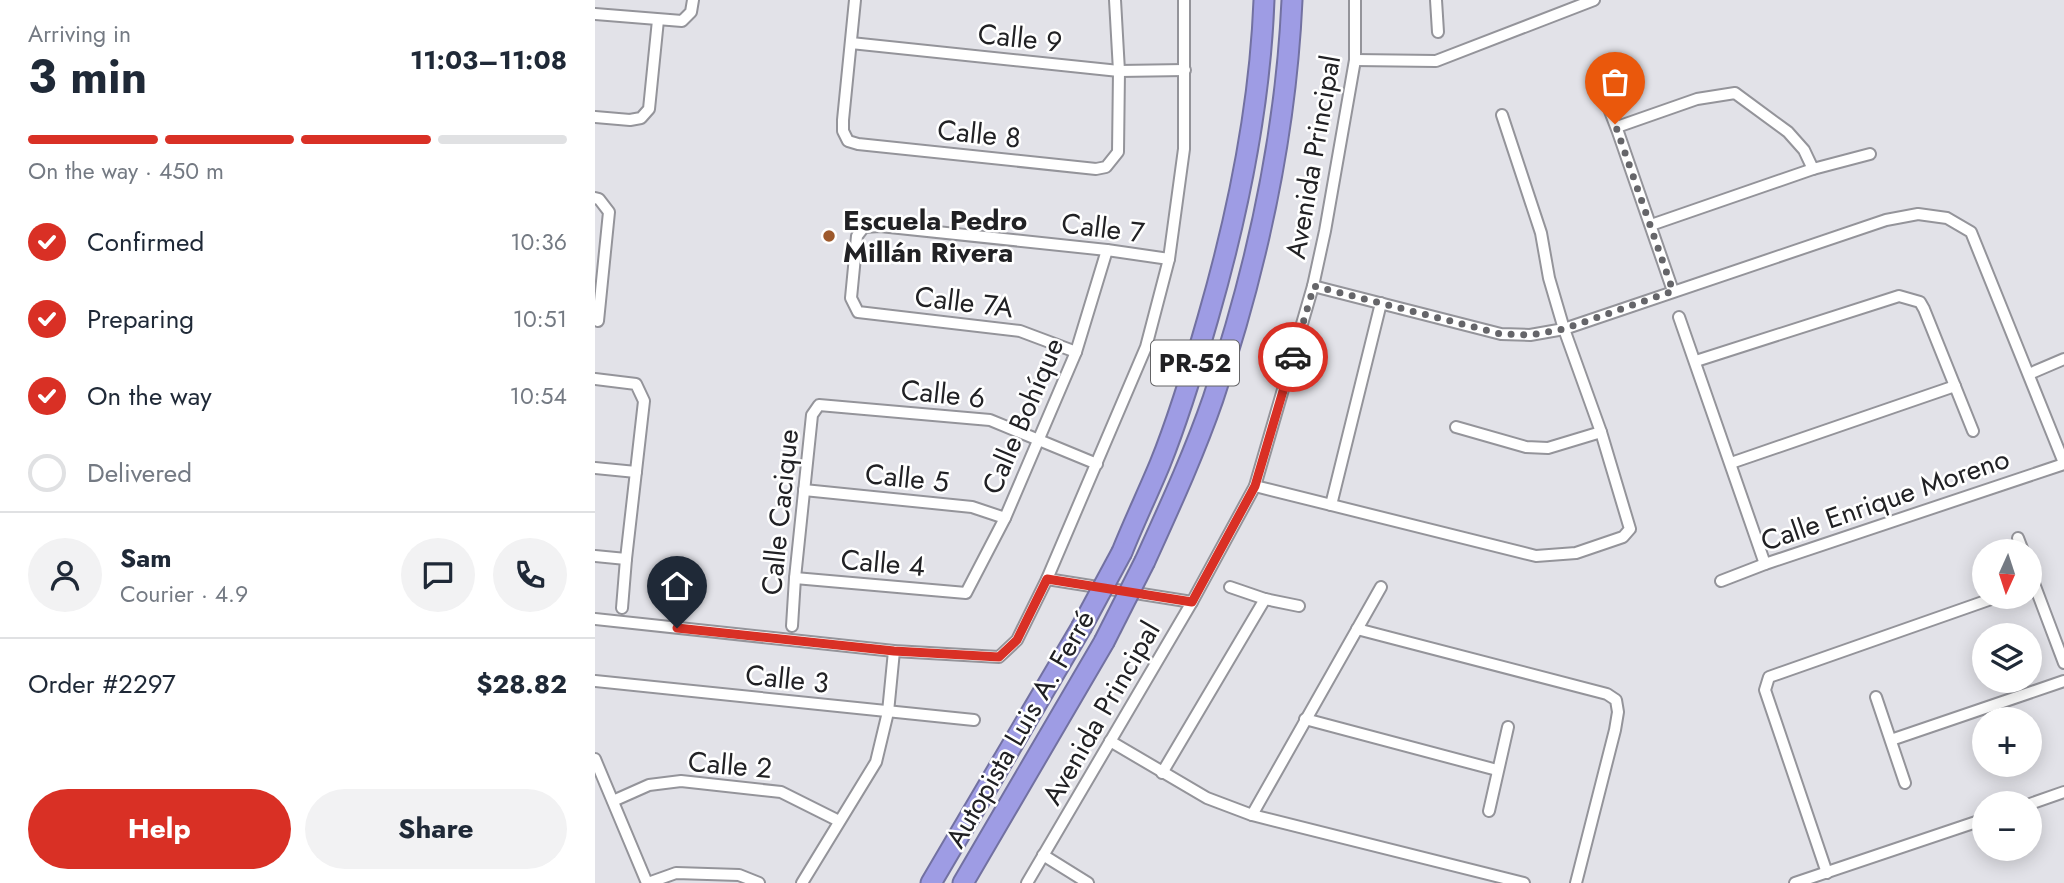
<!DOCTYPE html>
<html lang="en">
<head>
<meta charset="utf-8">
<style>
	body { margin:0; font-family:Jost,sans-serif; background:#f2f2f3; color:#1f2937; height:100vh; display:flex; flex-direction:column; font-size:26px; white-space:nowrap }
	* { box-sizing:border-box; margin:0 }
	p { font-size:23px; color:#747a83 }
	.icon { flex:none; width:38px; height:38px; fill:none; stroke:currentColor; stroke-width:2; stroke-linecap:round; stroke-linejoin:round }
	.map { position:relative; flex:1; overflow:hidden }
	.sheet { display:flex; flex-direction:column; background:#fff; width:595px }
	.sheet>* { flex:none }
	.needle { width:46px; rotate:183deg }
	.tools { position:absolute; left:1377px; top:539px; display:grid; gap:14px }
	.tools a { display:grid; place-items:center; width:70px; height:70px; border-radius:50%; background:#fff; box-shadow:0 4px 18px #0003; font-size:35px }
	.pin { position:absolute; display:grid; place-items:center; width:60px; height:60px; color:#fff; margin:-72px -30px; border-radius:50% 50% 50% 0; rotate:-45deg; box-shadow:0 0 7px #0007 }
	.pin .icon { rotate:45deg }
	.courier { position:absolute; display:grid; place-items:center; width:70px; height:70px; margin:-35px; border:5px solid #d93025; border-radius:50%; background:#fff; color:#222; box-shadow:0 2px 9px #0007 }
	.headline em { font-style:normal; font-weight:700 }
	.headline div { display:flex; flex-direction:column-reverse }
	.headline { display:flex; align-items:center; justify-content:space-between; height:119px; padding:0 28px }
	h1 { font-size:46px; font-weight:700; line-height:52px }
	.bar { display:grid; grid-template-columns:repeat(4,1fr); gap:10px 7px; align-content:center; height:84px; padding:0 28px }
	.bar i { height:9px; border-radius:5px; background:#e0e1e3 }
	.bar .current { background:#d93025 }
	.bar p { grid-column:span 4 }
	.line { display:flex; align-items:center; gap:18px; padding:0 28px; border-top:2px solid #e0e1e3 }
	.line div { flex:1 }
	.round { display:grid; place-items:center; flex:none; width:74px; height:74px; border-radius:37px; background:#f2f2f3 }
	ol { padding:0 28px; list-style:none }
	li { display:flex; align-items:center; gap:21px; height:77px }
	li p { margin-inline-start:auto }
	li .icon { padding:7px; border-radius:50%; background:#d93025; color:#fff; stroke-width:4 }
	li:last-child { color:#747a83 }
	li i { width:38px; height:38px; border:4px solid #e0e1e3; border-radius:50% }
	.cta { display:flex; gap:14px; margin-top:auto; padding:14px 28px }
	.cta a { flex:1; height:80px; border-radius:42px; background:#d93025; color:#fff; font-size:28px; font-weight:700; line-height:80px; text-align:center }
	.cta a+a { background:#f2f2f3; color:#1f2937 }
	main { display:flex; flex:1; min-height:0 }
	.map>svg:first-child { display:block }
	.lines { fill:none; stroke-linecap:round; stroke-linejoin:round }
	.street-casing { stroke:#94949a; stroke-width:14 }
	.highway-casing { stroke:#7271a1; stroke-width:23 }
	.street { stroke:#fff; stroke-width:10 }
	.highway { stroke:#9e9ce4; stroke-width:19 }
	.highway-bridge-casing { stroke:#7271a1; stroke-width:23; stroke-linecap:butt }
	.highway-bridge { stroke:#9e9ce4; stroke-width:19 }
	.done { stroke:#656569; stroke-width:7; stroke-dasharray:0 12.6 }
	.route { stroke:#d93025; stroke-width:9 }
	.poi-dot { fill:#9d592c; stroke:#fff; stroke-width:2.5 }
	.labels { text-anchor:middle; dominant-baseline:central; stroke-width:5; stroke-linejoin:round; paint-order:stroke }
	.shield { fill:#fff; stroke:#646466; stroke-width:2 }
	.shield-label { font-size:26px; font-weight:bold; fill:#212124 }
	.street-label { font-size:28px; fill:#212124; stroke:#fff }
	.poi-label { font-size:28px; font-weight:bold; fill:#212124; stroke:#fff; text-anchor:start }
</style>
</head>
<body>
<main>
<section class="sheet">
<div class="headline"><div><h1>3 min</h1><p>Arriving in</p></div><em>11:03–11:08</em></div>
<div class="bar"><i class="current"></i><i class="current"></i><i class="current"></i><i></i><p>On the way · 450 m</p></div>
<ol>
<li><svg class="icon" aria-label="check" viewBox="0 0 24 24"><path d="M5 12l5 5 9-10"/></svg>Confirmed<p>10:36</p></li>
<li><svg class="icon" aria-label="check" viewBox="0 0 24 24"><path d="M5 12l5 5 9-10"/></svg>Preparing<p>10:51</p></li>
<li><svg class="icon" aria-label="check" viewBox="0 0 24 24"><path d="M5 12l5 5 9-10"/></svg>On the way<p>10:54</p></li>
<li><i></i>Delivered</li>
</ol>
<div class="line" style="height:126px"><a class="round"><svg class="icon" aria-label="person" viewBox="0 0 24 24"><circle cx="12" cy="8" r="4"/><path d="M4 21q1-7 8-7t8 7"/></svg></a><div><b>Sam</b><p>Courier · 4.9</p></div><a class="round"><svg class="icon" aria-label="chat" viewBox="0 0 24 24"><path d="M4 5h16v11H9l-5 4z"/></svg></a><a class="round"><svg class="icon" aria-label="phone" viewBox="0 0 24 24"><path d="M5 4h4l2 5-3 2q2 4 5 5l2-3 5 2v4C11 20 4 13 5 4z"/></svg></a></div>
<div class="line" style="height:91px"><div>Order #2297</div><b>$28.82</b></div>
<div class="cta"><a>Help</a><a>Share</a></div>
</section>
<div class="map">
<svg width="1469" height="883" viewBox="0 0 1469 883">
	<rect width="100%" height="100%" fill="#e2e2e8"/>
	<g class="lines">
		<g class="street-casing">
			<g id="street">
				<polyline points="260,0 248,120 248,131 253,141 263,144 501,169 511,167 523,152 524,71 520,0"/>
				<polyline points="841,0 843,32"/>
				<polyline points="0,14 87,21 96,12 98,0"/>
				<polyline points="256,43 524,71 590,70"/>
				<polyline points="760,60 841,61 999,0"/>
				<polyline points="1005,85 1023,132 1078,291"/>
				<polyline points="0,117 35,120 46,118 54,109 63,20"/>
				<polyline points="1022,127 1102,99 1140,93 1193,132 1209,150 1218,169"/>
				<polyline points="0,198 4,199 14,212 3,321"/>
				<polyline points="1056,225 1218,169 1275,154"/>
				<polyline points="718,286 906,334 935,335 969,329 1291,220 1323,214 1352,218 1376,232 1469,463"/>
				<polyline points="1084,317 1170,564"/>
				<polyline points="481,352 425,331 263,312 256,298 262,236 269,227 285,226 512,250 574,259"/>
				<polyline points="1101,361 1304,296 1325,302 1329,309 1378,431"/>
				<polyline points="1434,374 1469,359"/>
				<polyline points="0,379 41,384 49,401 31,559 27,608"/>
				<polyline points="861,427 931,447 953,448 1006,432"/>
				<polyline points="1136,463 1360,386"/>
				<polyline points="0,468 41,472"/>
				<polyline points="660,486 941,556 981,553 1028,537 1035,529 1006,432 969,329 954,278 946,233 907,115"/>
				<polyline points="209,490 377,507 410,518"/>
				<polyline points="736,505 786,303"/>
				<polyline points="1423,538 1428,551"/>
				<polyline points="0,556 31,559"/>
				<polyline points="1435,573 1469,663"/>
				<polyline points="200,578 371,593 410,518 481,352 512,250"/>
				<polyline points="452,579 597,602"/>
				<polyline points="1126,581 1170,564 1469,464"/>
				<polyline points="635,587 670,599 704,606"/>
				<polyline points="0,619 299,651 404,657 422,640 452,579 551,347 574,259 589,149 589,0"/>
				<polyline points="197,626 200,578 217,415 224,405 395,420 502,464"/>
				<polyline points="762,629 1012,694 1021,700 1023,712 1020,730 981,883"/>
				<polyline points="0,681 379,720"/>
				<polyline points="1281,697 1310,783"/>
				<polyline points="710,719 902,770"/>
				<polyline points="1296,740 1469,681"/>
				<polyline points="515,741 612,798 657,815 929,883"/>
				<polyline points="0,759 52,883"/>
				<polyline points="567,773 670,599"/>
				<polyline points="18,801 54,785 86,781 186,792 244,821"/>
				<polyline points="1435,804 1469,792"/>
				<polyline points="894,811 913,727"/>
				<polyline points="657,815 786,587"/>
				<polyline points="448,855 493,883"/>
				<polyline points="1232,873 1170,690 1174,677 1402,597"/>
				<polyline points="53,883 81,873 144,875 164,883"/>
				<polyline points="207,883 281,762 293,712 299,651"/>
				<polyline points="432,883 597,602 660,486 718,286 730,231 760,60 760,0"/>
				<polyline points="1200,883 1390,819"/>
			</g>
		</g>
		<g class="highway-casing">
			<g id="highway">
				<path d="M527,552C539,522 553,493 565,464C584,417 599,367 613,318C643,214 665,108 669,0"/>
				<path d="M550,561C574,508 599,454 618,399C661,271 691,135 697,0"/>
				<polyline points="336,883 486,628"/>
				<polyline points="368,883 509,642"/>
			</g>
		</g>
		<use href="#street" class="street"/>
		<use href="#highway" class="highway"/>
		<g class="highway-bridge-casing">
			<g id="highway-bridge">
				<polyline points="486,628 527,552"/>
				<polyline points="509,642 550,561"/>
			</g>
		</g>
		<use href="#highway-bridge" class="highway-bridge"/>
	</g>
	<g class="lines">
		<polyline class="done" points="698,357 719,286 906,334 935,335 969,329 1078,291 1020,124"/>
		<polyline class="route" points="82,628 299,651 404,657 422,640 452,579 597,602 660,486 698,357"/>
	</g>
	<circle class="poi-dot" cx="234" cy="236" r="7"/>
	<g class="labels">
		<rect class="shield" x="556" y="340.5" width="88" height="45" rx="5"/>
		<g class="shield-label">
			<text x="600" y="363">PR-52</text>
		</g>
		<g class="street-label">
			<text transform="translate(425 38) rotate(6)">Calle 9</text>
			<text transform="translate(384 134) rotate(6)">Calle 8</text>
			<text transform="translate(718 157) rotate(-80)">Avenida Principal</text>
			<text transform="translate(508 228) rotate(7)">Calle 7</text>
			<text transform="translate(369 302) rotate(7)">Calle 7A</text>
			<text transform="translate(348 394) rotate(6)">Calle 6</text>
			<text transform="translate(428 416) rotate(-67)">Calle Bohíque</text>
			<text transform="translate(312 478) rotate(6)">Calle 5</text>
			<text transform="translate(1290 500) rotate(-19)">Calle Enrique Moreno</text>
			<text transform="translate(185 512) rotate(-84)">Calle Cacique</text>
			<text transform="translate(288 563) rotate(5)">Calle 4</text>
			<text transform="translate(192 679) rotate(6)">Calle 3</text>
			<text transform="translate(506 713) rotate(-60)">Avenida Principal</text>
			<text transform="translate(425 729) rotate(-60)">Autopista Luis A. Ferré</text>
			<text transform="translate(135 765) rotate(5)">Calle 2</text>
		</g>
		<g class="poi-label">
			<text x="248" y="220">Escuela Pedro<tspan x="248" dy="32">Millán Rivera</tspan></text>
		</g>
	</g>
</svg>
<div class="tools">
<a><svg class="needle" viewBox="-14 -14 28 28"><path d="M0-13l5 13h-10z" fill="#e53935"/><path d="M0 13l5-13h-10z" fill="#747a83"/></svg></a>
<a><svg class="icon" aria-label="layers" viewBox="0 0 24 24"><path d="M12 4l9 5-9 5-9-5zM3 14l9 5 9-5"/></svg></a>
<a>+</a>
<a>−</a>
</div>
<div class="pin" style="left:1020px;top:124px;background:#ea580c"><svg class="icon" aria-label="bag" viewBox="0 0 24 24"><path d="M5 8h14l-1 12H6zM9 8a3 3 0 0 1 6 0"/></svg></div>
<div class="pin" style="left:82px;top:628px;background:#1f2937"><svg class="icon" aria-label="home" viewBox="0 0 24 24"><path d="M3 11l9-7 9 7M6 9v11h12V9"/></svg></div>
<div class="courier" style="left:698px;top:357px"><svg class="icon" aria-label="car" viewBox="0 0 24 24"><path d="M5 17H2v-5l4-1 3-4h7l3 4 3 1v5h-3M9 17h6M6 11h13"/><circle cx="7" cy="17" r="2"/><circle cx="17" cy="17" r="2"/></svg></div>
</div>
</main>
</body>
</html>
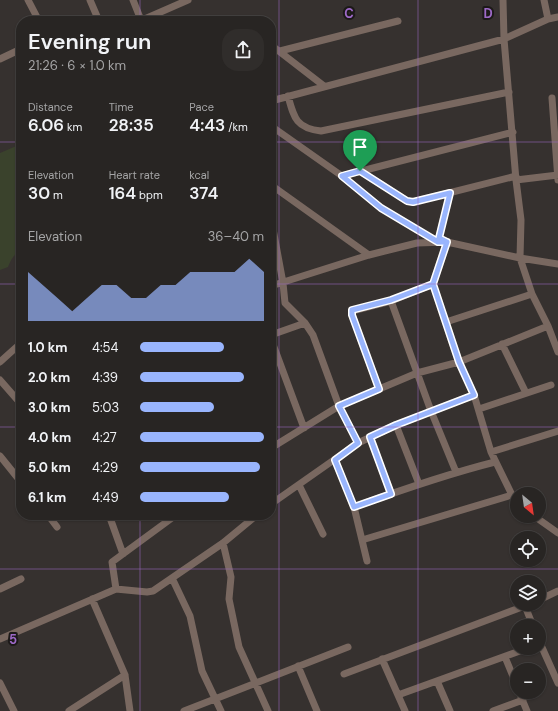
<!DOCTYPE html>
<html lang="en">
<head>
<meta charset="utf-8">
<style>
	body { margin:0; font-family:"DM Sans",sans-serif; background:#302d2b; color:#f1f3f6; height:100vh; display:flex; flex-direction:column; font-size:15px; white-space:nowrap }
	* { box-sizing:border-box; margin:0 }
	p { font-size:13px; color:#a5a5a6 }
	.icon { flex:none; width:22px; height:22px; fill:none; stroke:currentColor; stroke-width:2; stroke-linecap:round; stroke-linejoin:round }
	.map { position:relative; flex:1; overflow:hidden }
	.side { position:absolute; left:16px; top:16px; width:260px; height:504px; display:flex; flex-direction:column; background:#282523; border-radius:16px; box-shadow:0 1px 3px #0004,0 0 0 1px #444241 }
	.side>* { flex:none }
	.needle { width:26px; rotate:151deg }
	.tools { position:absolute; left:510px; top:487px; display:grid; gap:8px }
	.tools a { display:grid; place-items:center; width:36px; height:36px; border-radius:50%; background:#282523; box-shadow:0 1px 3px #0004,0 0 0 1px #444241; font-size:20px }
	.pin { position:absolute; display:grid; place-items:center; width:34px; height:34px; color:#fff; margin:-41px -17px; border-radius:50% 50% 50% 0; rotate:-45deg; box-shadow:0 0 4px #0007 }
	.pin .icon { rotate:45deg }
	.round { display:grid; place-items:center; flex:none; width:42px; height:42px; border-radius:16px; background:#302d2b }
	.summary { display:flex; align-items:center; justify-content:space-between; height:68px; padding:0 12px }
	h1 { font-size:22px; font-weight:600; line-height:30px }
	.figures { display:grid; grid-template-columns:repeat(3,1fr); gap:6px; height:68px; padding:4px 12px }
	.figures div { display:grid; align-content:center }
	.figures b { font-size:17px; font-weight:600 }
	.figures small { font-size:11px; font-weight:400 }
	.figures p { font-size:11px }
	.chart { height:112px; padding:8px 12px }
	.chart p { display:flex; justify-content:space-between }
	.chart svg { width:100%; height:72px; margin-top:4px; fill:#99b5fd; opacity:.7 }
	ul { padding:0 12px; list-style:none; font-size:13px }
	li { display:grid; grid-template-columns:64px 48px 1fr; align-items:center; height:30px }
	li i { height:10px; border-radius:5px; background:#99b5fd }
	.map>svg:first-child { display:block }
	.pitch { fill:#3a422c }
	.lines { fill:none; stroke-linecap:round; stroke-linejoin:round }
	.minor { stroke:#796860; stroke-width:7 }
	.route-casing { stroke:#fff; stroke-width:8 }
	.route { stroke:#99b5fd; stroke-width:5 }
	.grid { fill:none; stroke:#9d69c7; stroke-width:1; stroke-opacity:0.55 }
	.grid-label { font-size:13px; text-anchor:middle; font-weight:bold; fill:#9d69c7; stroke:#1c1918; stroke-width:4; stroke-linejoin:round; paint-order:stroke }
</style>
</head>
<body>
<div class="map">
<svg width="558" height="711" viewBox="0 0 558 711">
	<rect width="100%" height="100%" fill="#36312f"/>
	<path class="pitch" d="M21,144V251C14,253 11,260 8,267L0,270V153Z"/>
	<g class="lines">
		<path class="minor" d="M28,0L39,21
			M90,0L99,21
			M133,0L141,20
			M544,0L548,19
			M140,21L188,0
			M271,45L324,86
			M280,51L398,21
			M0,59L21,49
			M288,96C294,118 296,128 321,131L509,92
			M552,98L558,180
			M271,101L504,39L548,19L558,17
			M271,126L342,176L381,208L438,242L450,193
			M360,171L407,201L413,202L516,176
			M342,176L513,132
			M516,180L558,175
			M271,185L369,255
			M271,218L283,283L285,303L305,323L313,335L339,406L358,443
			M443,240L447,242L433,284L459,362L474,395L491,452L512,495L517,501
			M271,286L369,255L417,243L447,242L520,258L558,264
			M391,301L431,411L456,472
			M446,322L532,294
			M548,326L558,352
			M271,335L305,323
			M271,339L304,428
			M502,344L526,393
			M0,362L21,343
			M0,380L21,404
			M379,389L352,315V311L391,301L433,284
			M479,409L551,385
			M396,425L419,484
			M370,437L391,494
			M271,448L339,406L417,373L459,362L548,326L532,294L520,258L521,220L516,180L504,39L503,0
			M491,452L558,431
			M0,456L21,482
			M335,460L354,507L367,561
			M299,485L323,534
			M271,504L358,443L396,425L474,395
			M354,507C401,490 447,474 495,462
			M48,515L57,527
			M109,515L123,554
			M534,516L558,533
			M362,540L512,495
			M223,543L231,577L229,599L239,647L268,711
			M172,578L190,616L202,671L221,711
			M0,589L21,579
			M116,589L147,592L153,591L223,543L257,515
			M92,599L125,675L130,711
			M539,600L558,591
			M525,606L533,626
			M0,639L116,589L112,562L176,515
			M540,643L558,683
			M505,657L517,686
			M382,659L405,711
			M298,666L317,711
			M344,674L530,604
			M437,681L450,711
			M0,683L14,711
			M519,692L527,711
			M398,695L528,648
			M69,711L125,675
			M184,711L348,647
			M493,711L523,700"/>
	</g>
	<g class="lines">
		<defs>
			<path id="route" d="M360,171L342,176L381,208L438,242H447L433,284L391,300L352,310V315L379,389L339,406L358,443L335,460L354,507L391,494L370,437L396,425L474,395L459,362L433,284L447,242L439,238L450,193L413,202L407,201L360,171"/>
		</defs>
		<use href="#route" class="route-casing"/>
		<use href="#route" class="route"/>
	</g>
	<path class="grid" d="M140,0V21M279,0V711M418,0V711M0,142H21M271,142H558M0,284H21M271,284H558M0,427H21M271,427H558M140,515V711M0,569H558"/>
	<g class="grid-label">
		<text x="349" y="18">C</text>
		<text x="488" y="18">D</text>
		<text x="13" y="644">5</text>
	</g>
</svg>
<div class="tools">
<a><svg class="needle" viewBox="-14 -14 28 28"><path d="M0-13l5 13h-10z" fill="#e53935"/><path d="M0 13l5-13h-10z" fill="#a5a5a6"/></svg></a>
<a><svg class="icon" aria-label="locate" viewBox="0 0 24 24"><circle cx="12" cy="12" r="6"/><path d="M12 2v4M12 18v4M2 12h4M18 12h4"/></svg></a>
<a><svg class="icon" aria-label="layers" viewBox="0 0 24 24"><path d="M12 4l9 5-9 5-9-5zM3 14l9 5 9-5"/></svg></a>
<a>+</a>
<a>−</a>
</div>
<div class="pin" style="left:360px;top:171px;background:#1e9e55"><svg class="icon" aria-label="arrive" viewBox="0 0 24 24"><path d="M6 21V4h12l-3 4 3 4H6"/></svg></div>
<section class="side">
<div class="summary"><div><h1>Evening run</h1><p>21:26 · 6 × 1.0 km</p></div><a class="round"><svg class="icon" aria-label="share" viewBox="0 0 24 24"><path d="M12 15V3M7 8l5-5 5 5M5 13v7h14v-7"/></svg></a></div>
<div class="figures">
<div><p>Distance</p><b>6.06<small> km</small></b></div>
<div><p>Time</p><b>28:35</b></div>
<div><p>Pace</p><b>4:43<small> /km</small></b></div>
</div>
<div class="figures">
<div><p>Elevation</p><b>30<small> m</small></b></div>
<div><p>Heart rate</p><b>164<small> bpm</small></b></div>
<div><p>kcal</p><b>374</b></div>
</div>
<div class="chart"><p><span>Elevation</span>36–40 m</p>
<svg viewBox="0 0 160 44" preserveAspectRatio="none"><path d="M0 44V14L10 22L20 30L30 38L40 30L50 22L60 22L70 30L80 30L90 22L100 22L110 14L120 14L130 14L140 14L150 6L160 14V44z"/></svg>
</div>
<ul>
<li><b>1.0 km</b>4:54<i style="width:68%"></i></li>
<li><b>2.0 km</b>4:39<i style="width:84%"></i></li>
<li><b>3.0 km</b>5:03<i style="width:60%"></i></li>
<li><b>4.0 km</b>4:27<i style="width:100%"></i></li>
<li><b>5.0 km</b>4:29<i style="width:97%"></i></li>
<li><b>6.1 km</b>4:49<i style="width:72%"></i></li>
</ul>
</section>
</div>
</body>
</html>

§ What you are asked to do
Please show each line in the records above that contains "labels".

§ Task result
	.labels { text-anchor:middle; dominant-baseline:central; stroke-width:5; stroke-linejoin:round; paint-order:stroke }
	<g class="labels">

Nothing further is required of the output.